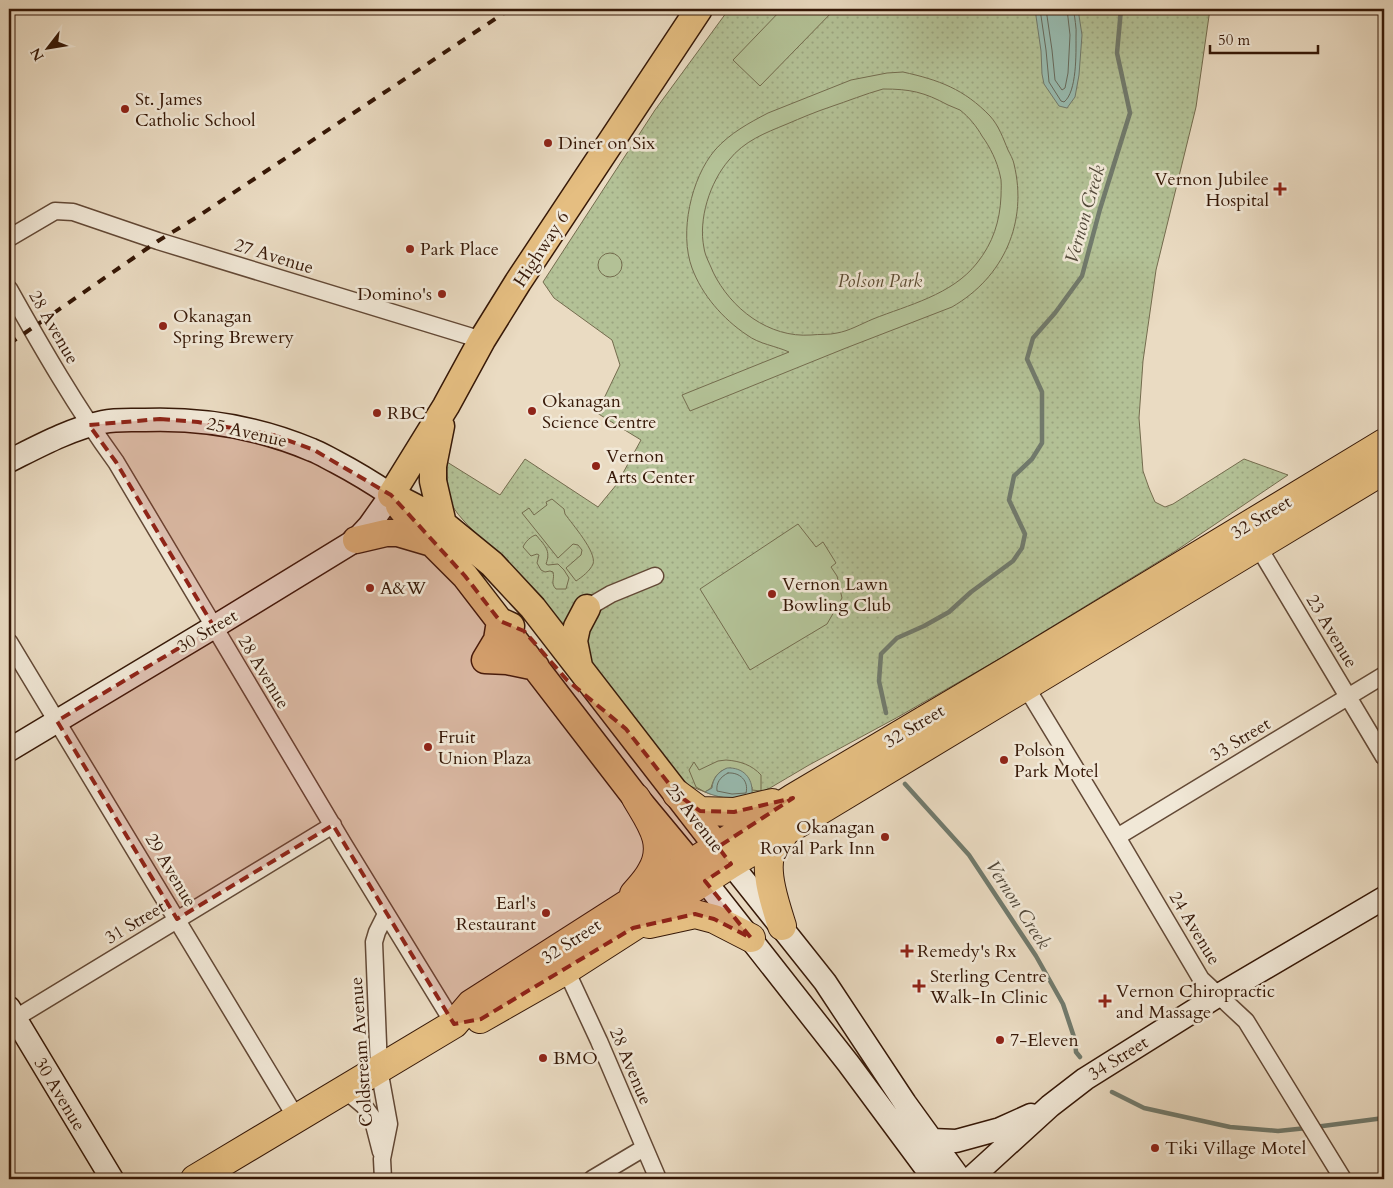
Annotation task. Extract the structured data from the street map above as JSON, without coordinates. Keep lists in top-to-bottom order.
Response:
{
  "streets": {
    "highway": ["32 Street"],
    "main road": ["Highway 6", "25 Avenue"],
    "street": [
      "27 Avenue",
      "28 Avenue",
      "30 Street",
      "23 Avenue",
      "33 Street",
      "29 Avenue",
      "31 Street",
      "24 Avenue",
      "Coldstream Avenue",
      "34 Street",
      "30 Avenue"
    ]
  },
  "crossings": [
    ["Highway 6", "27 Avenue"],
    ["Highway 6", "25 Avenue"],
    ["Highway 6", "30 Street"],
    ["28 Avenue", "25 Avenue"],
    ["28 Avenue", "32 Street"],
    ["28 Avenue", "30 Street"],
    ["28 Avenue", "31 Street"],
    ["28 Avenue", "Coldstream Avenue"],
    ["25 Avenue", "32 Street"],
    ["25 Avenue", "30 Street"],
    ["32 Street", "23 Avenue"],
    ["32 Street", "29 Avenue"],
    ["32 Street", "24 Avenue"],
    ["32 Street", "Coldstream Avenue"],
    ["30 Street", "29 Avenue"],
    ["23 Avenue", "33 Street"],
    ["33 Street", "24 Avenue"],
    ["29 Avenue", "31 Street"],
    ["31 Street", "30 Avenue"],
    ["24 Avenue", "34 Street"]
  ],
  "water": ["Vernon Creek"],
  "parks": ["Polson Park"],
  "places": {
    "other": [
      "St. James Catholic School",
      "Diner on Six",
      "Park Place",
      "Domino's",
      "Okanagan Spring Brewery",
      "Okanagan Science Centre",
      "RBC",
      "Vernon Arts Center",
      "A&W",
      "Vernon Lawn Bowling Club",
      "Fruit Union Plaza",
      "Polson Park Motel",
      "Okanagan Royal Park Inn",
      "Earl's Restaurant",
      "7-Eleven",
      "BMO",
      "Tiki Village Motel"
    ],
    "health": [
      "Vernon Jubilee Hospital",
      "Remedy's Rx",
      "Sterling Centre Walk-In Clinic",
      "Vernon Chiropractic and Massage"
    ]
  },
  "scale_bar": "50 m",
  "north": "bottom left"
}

☆ ☆ ☆ ☆

## Work to complete
Give every entry again verbatim, with no pictures.

## Written answer
Annotation task. Extract the structured data from the street map above as JSON, without coordinates. Keep lists in top-to-bottom order.
Response:
{
  "streets": {
    "highway": ["32 Street"],
    "main road": ["Highway 6", "25 Avenue"],
    "street": [
      "27 Avenue",
      "28 Avenue",
      "30 Street",
      "23 Avenue",
      "33 Street",
      "29 Avenue",
      "31 Street",
      "24 Avenue",
      "Coldstream Avenue",
      "34 Street",
      "30 Avenue"
    ]
  },
  "crossings": [
    ["Highway 6", "27 Avenue"],
    ["Highway 6", "25 Avenue"],
    ["Highway 6", "30 Street"],
    ["28 Avenue", "25 Avenue"],
    ["28 Avenue", "32 Street"],
    ["28 Avenue", "30 Street"],
    ["28 Avenue", "31 Street"],
    ["28 Avenue", "Coldstream Avenue"],
    ["25 Avenue", "32 Street"],
    ["25 Avenue", "30 Street"],
    ["32 Street", "23 Avenue"],
    ["32 Street", "29 Avenue"],
    ["32 Street", "24 Avenue"],
    ["32 Street", "Coldstream Avenue"],
    ["30 Street", "29 Avenue"],
    ["23 Avenue", "33 Street"],
    ["33 Street", "24 Avenue"],
    ["29 Avenue", "31 Street"],
    ["31 Street", "30 Avenue"],
    ["24 Avenue", "34 Street"]
  ],
  "water": ["Vernon Creek"],
  "parks": ["Polson Park"],
  "places": {
    "other": [
      "St. James Catholic School",
      "Diner on Six",
      "Park Place",
      "Domino's",
      "Okanagan Spring Brewery",
      "Okanagan Science Centre",
      "RBC",
      "Vernon Arts Center",
      "A&W",
      "Vernon Lawn Bowling Club",
      "Fruit Union Plaza",
      "Polson Park Motel",
      "Okanagan Royal Park Inn",
      "Earl's Restaurant",
      "7-Eleven",
      "BMO",
      "Tiki Village Motel"
    ],
    "health": [
      "Vernon Jubilee Hospital",
      "Remedy's Rx",
      "Sterling Centre Walk-In Clinic",
      "Vernon Chiropractic and Massage"
    ]
  },
  "scale_bar": "50 m",
  "north": "bottom left"
}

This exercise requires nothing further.